Project

This is example of a pretty complex and hard fuzzy matching task, due to relatively big dataset, multiple columns to be matched and inability to define an exact matching constraints.

There are 64264 records in "Scholar" dataset and 2617 records in "DBLP" dataset. Task is to match records from two biobiliographic lists. It is known that there are 5348 true matching pairs.

Number of possible combinations is pretty big (cartesian product), so in this project we had to pay attention on blocking similarity limit value, in order to constrain number of combinations to be passed into detailed fuzzy match comparison. If blocking similarity limit is too low, time execution will be very long. If the value is to high, we might miss some matches.

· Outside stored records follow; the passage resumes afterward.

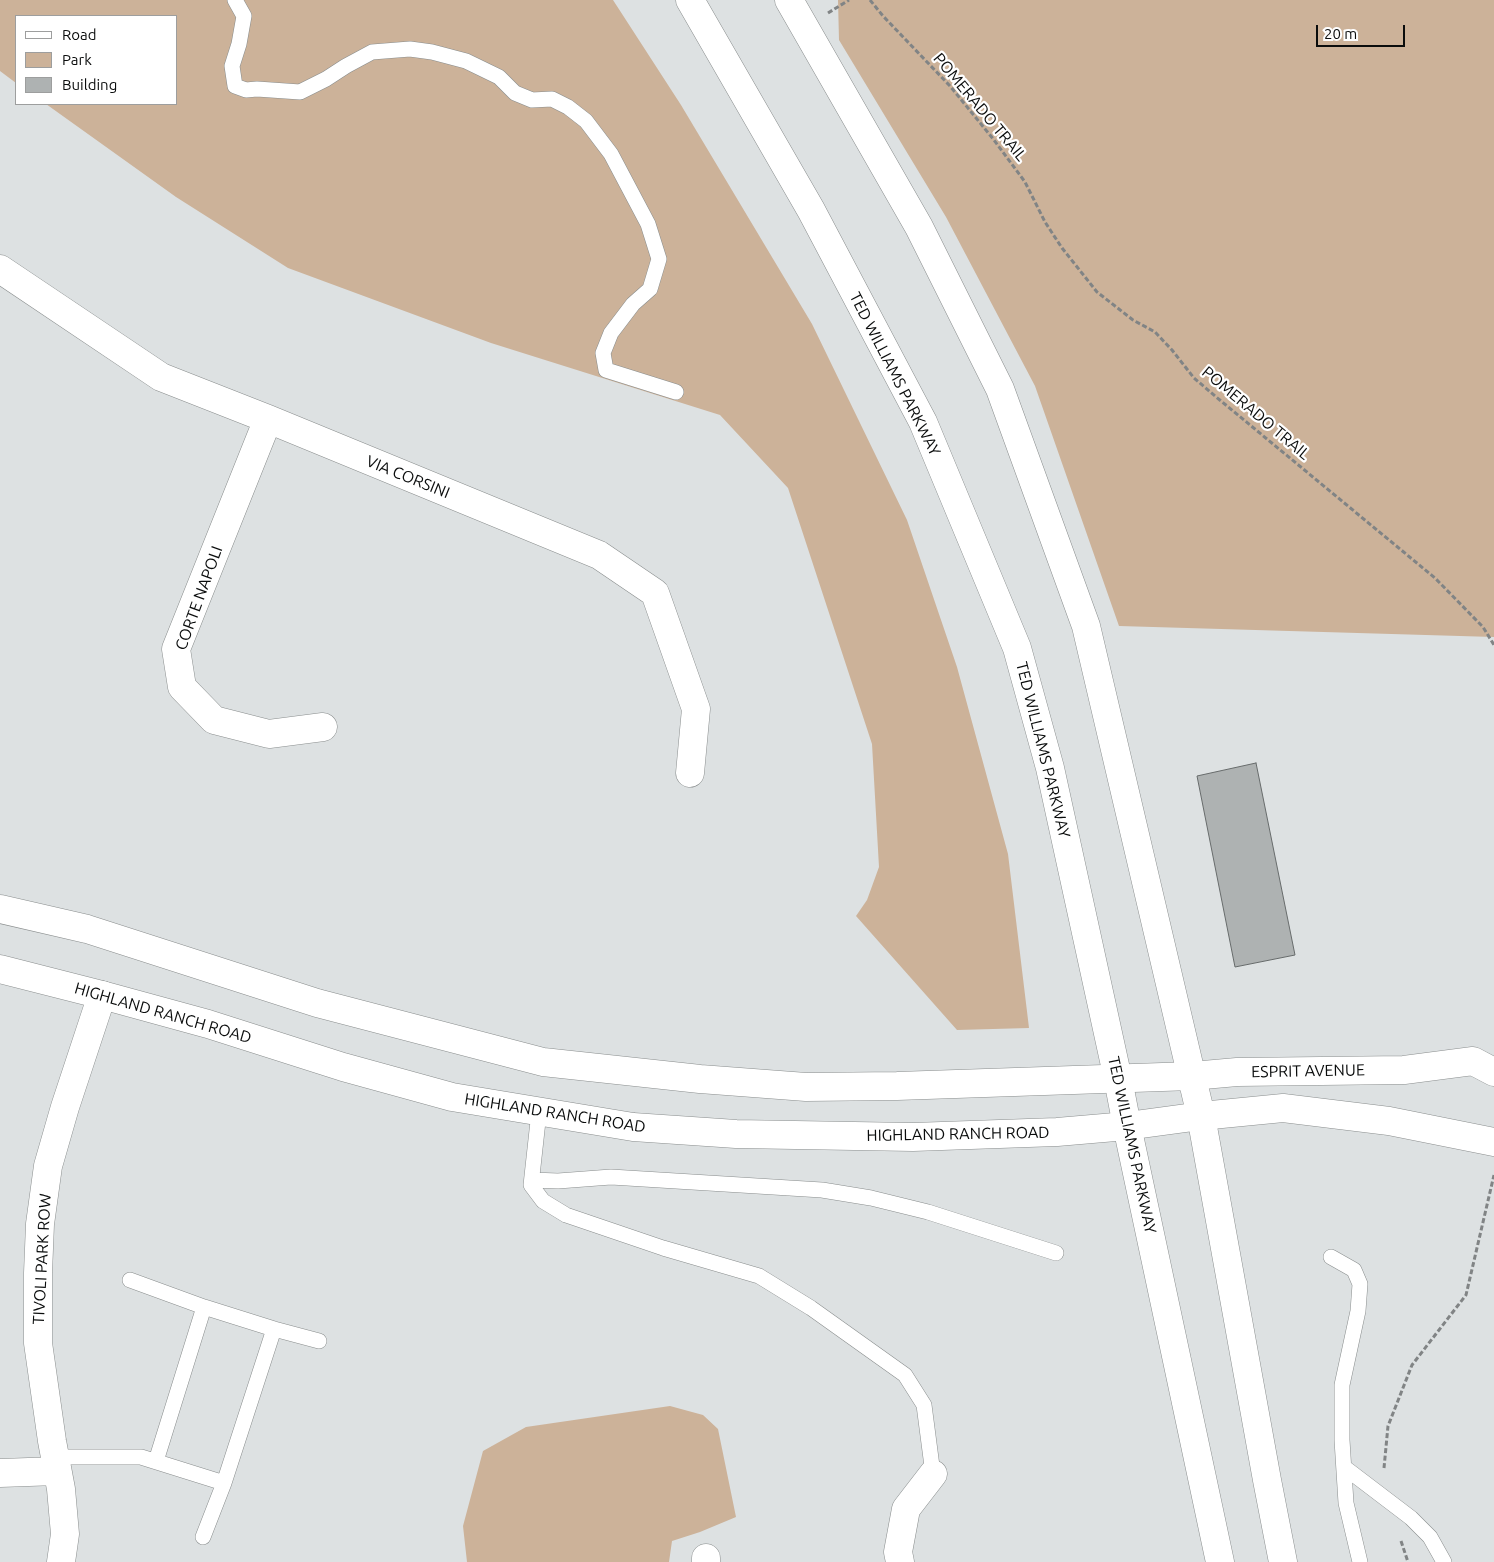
<!DOCTYPE html>
<style>
body{margin:0}
#map{position:relative;width:1494px;height:1562px;overflow:hidden;background:#dde1e2;font-family:Ubuntu,sans-serif}
canvas{display:block}
.legend{position:absolute;left:15px;top:15px;width:162px;height:90px;box-sizing:border-box;background:#fff;border:1px solid #9d9e9e;margin:0;padding:6px 9px;list-style:none;font-size:15px;color:#0a0c0c}
.legend li{display:flex;align-items:center;gap:10px;height:25px}
.legend b{width:25px;border:1px solid #9d9e9e}
.scale{position:absolute;left:1316px;top:25px;width:89px;height:22px;box-sizing:border-box;border:2px solid #0a0c0c;border-top:0;padding-left:6px;font-size:15px;line-height:18px;white-space:nowrap;color:#0a0c0c;-webkit-text-stroke:4px #fff;paint-order:stroke}
</style>
<div id="map">
<canvas width="1494" height="1562"></canvas>
<ul class="legend">
<li><b style="height:6px;background:#fff"></b>Road</li>
<li><b style="height:14px;background:#ccb299"></b>Park</li>
<li><b style="height:14px;background:#aeb2b2"></b>Building</li>
</ul>
<div class="scale">20 m</div>
</div>
<script>
const ctx = document.querySelector('canvas').getContext('2d');
ctx.lineJoin = 'round';
function fillPath(path, color) {
  ctx.fillStyle = color;
  ctx.fill(path, 'evenodd');
}
function poly(rows) {
  const path = new Path2D();
  for (const r of rows) {
    path.moveTo(r[0], r[1]);
    for (let i = 2; i < r.length; i += 2) path.lineTo(r[i], r[i + 1]);
  }
  return path;
}
function strokePath(path, color, width, dash) {
  ctx.strokeStyle = color;
  ctx.lineWidth = width;
  ctx.lineCap = dash ? 'butt' : 'round';
  ctx.setLineDash(dash || []);
  ctx.stroke(path);
}
function drawText(font, color, halo, rows, align = 'center') {
  ctx.font = font + ' Ubuntu,sans-serif';
  ctx.lineWidth = 4.5;
  ctx.setLineDash([]);
  ctx.textBaseline = 'middle';
  ctx.strokeStyle = halo;
  ctx.fillStyle = color;
  for (const [text, x, y, turn = 0] of rows) {
    ctx.save();
    ctx.translate(x, y);
    ctx.rotate((+turn || 0) * Math.PI / 180);
    ctx.textAlign = isNaN(turn) ? turn : align;
    if (halo) ctx.strokeText(text, 0, 0);
    ctx.fillText(text, 0, 0);
    ctx.restore();
  }
}
const green = poly([
 [0,0,613,0,681,105,812,324,907,520,957,667,1008,854,1029,1028,957,1030,856,916,867,900,879,867,872,744,788,488,720,415,491,343,288,268,176,197,46,104,176,104,176,16,16,16,16,83,0,71],
 [838,0,1494,0,1494,637,1119,626,1035,386,946,217,839,40],
 [670,1406,703,1415,718,1429,736,1517,700,1532,672,1541,669,1562,467,1562,463,1526,483,1451,526,1427]
]);
const building = poly([
 [1256,763,1295,955,1235,967,1197,776,1256,763]
]);
const path = poly([
 [870,0,883,16,950,86,994,140,1025,182,1045,222,1062,248,1097,292,1133,320,1155,332,1172,350,1194,378,1215,396,1435,578,1483,627,1494,645],
 [828,13,849,0],
 [1384,1468,1388,1426,1412,1365,1466,1295,1494,1175],
 [1401,1541,1408,1562]
]);
const lane = poly([
 [235,0,244,16,239,44,232,66,235,86,246,90,257,89,300,92,326,79,346,66,372,52,410,49,432,52,466,61,499,77,515,93,532,100,552,99,568,107,586,121,611,154,648,224,659,259,650,289,633,304,611,333,603,353,606,370,676,392],
 [539,1112,531,1185,543,1201,566,1215,663,1248,759,1276,811,1308,905,1375,924,1405,933,1474],
 [532,1180,558,1181,611,1177,822,1190,871,1198,928,1212,1056,1253],
 [1331,1257,1354,1270,1360,1284,1358,1311,1342,1385,1342,1440,1346,1503,1360,1562],
 [274,1329,319,1341],
 [55,1457,141,1457,224,1483,274,1329,204,1307,130,1280],
 [156,1461,204,1307],
 [1344,1467,1411,1518,1430,1537,1444,1562],
 [203,1537,224,1483]
]);
const street = poly([
 [0,269,161,377,268,419,599,555,655,593,696,709,690,773],
 [268,419,176,649,182,687,214,720,269,734,323,727],
 [1192,1076,1237,1072,1404,1070,1473,1061,1494,1072],
 [1201,1116,1283,1108,1389,1121,1494,1142],
 [0,1473,57,1471],
 [706,1558,706,1562],
 [61,1562,65,1534,61,1489,52,1441,38,1343,38,1273,40,1224,48,1166,65,1107,102,995],
 [900,1562,898,1552,906,1509,933,1474]
]);
const secondary = poly([
 [0,909,87,929,317,1003,543,1062,700,1079,806,1087,897,1086,1192,1076],
 [0,969,102,995,208,1024,343,1067,452,1097,633,1127,736,1134,913,1137,1057,1132,1127,1126,1201,1116]
]);
const primary = poly([
 [690,0,811,210,923,422,1017,648,1050,768,1118,1079,1127,1126,1220,1562],
 [789,0,919,227,1000,389,1086,626,1201,1116,1267,1480,1283,1562]
]);
const streetNames = [
 ["POMERADO TRAIL",980,107,50],
 ["TED WILLIAMS PARKWAY",895,374,63],
 ["POMERADO TRAIL",1256,413,40],
 ["VIA CORSINI",408,477,22],
 ["CORTE NAPOLI",199,598,-70],
 ["TED WILLIAMS PARKWAY",1043,750,76],
 ["HIGHLAND RANCH ROAD",163,1013,16],
 ["ESPRIT AVENUE",1308,1071,-1],
 ["HIGHLAND RANCH ROAD",555,1113,9],
 ["HIGHLAND RANCH ROAD",958,1134,-1],
 ["TED WILLIAMS PARKWAY",1132,1145,78],
 ["TIVOLI PARK ROW",42,1259,-87]
];
fillPath(green, '#ccb299');
fillPath(building, '#aeb2b2');
strokePath(building, '#676b6b', 1);
strokePath(lane, '#898d8d', 16);
strokePath(street, '#898d8d', 29);
strokePath(secondary, '#898d8d', 29);
strokePath(primary, '#898d8d', 29);
strokePath(path, '#818485', 3, [5, 2.5]);
strokePath(lane, '#fff', 15);
strokePath(street, '#fff', 28);
strokePath(secondary, '#fff', 28);
strokePath(primary, '#fff', 28);
drawText('16px', '#0a0c0c', '#fff', streetNames);
</script>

Unfortunately, since data in "year" column is sparse, unlike in DBLP/ACM project (see https://matasoft.hr/QTrendControl/index.php/qdefuzziner-fuzzy-data-matching-software/demo-fuzzy-match-projects/36-record-linkage-example-link-dblp-and-acm-bibliographic-databases), here we cannot utilize exact matching constraint, but must rely solely on fuzzy matching constraints. This reflects in much longer time of execution.

Similarities and Difference with "DBLP"/"ACM" Project

As we already pointed out, this project is similar to "DBLP"/"ACM" project (see https://matasoft.hr/QTrendControl/index.php/qdefuzziner-fuzzy-data-matching-software/demo-fuzzy-match-projects/36-record-linkage-example-link-dblp-and-acm-bibliographic-databases).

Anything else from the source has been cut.